● What is required:
Among the entries below, tally each line where the word "overflow" appears and state only the total.

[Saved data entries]

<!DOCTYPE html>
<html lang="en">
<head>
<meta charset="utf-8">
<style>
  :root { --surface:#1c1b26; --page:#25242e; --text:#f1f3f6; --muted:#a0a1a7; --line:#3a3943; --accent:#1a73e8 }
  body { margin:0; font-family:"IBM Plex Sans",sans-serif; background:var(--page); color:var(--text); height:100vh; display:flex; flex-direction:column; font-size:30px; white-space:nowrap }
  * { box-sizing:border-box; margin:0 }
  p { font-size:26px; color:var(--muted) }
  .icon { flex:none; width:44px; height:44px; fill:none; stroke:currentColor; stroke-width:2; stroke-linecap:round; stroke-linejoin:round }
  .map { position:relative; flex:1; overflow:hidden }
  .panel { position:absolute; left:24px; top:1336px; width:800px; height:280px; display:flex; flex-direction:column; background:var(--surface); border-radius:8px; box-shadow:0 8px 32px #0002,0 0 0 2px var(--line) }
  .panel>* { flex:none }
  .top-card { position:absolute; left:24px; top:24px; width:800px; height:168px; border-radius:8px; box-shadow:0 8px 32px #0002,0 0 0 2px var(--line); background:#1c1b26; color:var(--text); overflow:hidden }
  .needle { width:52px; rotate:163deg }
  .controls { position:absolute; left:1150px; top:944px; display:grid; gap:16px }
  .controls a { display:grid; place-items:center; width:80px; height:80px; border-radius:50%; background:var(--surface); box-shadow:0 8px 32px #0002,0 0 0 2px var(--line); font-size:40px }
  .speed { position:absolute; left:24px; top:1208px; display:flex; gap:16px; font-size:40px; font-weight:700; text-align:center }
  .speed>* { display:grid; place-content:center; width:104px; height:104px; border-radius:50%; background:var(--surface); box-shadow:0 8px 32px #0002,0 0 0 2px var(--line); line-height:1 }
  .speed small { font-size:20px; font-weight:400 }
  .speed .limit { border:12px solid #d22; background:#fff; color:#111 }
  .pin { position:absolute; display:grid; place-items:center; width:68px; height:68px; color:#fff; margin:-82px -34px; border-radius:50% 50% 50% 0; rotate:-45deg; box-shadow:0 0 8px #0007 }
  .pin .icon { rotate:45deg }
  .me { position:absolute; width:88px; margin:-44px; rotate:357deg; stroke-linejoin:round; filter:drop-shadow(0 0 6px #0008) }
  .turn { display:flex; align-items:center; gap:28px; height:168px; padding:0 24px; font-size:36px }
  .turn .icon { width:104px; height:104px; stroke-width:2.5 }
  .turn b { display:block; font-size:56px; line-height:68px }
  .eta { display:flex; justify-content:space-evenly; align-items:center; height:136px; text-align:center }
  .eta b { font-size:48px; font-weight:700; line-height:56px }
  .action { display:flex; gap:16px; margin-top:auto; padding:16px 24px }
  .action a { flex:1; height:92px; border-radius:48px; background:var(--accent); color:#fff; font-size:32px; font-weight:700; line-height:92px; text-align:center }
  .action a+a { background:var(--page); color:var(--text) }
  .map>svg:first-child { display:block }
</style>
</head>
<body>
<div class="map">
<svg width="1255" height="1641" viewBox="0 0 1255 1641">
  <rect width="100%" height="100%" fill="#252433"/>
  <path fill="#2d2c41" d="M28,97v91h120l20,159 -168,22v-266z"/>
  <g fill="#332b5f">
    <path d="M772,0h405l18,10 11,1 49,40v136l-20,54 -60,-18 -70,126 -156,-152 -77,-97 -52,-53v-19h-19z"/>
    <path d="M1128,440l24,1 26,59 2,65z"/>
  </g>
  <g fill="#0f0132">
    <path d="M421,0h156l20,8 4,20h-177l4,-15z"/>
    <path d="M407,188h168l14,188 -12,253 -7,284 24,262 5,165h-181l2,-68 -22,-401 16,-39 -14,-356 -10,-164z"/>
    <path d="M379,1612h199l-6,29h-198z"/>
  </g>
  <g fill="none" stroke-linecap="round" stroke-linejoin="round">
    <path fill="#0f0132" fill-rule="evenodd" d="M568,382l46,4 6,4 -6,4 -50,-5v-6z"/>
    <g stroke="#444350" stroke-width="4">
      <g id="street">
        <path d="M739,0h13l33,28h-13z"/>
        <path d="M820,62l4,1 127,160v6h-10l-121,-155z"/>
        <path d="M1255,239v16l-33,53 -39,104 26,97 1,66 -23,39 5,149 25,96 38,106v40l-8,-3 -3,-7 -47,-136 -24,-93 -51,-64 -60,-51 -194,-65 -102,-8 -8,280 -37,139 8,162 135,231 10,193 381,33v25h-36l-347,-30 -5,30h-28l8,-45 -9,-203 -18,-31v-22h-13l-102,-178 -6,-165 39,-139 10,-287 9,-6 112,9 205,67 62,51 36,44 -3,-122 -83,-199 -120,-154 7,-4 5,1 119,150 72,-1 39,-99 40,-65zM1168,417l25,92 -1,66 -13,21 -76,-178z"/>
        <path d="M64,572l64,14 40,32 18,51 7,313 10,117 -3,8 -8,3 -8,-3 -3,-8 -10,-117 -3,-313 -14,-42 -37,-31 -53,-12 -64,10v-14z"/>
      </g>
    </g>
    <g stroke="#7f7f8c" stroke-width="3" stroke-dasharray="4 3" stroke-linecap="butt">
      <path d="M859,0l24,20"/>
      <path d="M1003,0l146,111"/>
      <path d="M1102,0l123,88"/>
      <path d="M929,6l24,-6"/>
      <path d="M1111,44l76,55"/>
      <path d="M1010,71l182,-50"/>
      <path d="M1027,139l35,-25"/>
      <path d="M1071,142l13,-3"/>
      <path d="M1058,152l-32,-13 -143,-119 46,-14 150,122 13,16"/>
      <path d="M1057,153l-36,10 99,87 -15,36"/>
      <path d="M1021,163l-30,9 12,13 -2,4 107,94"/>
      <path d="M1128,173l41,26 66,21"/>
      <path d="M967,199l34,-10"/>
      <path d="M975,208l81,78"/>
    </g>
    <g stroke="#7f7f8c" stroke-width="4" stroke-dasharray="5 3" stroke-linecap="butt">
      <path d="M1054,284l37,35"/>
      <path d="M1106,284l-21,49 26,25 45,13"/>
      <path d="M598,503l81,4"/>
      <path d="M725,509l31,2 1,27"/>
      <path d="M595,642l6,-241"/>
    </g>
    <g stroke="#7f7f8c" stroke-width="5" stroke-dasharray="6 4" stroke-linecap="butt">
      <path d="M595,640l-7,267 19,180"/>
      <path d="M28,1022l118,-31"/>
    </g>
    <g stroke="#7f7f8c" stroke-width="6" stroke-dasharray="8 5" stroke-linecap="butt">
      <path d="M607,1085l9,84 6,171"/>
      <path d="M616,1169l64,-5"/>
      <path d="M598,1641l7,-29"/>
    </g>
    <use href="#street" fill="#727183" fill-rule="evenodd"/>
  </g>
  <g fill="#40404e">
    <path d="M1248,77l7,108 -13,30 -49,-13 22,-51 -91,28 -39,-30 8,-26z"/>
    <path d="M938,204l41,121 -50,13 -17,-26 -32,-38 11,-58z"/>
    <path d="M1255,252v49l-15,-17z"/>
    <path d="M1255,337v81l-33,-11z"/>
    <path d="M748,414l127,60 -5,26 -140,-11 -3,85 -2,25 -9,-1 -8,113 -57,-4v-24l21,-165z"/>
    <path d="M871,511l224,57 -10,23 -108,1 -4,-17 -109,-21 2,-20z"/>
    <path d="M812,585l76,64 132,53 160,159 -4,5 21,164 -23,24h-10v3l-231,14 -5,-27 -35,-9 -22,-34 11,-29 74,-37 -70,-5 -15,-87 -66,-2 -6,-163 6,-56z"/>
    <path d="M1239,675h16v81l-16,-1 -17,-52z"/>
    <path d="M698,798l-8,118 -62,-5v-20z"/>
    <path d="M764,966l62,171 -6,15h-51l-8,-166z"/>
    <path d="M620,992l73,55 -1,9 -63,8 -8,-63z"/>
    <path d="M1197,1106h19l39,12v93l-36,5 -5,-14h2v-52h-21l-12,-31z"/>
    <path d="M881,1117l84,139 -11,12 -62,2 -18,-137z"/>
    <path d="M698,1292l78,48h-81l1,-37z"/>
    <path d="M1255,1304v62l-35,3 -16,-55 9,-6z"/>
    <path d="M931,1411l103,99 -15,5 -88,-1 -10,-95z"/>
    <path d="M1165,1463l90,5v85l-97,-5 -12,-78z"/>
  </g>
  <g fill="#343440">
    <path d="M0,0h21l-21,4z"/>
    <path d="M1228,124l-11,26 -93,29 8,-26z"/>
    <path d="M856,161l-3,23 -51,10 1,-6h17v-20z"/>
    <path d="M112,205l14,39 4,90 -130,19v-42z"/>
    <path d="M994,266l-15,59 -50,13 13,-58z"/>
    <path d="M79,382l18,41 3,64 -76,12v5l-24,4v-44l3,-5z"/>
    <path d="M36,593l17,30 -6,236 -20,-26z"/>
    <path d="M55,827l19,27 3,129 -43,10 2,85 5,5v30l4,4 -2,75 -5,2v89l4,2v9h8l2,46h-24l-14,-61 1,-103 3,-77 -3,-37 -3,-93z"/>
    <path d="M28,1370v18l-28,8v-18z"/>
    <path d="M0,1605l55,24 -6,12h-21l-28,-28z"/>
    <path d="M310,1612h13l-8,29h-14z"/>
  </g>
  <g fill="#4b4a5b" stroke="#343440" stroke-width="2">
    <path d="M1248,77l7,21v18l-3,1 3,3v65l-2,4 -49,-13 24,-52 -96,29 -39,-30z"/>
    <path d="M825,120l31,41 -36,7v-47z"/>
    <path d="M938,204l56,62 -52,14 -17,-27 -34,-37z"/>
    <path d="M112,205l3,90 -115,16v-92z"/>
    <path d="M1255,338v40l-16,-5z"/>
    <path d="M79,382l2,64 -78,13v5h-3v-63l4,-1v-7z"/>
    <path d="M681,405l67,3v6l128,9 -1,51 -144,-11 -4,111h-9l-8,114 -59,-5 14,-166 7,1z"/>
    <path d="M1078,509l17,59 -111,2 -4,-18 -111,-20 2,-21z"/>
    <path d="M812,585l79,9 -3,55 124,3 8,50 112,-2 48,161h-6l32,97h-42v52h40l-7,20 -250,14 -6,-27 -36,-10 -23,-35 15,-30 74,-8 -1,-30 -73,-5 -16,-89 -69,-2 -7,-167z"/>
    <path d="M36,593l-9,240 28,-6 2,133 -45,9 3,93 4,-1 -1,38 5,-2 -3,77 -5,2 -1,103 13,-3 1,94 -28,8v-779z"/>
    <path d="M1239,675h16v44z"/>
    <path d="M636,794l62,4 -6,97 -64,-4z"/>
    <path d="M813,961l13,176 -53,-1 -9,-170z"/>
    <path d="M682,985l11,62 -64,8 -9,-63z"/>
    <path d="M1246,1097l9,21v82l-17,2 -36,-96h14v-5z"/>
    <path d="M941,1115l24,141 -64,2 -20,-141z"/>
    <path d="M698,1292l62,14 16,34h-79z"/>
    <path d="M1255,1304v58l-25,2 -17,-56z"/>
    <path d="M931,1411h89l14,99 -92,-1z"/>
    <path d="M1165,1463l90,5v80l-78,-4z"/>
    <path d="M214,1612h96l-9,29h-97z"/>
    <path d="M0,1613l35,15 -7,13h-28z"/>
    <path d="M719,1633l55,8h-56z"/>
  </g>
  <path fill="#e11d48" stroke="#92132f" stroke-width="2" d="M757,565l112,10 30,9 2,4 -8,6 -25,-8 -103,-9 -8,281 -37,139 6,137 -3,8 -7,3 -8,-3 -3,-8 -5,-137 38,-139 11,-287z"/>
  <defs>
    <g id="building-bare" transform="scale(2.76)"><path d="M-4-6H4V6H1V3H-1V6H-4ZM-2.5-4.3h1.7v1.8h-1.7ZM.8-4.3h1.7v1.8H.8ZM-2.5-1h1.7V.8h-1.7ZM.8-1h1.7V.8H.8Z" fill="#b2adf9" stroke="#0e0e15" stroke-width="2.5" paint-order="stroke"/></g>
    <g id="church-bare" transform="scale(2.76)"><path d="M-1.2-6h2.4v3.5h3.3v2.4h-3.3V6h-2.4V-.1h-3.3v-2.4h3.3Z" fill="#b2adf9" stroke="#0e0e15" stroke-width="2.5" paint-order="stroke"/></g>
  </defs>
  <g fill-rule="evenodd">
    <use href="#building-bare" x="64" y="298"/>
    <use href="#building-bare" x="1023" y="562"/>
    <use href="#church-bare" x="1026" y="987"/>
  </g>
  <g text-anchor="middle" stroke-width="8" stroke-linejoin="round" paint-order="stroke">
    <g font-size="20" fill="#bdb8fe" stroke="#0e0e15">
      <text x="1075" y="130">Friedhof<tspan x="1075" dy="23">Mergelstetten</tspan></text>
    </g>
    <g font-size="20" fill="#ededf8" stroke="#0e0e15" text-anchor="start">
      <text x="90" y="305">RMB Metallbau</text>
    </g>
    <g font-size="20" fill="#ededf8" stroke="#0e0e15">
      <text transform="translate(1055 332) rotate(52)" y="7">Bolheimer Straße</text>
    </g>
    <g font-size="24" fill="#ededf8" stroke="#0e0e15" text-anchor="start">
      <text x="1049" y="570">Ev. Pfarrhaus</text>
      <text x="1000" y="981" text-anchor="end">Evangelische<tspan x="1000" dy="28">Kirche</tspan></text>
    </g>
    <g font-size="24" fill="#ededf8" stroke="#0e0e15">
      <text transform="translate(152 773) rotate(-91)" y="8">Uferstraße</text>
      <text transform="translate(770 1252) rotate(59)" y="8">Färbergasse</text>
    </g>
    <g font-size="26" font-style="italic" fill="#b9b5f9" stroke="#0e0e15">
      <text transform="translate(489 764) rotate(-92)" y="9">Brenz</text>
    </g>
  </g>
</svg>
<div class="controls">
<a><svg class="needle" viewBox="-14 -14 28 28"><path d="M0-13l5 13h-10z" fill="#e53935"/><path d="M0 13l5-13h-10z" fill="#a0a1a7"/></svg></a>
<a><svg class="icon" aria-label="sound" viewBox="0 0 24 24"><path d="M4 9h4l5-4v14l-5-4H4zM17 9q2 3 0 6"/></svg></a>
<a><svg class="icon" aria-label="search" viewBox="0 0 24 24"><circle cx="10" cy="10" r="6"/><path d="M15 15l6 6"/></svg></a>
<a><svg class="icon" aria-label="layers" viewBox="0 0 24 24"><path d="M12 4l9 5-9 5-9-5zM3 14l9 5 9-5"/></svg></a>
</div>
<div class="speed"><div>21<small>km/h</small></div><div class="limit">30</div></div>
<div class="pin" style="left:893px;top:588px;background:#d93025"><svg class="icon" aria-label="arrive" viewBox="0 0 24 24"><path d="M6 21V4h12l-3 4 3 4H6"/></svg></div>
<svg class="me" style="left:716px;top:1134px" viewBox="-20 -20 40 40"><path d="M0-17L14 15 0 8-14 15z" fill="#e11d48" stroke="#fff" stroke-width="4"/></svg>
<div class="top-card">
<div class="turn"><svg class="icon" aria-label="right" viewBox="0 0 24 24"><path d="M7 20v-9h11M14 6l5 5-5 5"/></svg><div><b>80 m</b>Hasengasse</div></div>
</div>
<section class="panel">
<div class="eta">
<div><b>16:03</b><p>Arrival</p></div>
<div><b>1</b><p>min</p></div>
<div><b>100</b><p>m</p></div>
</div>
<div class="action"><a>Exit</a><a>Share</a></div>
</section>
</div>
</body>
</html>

● Reply to the task:
2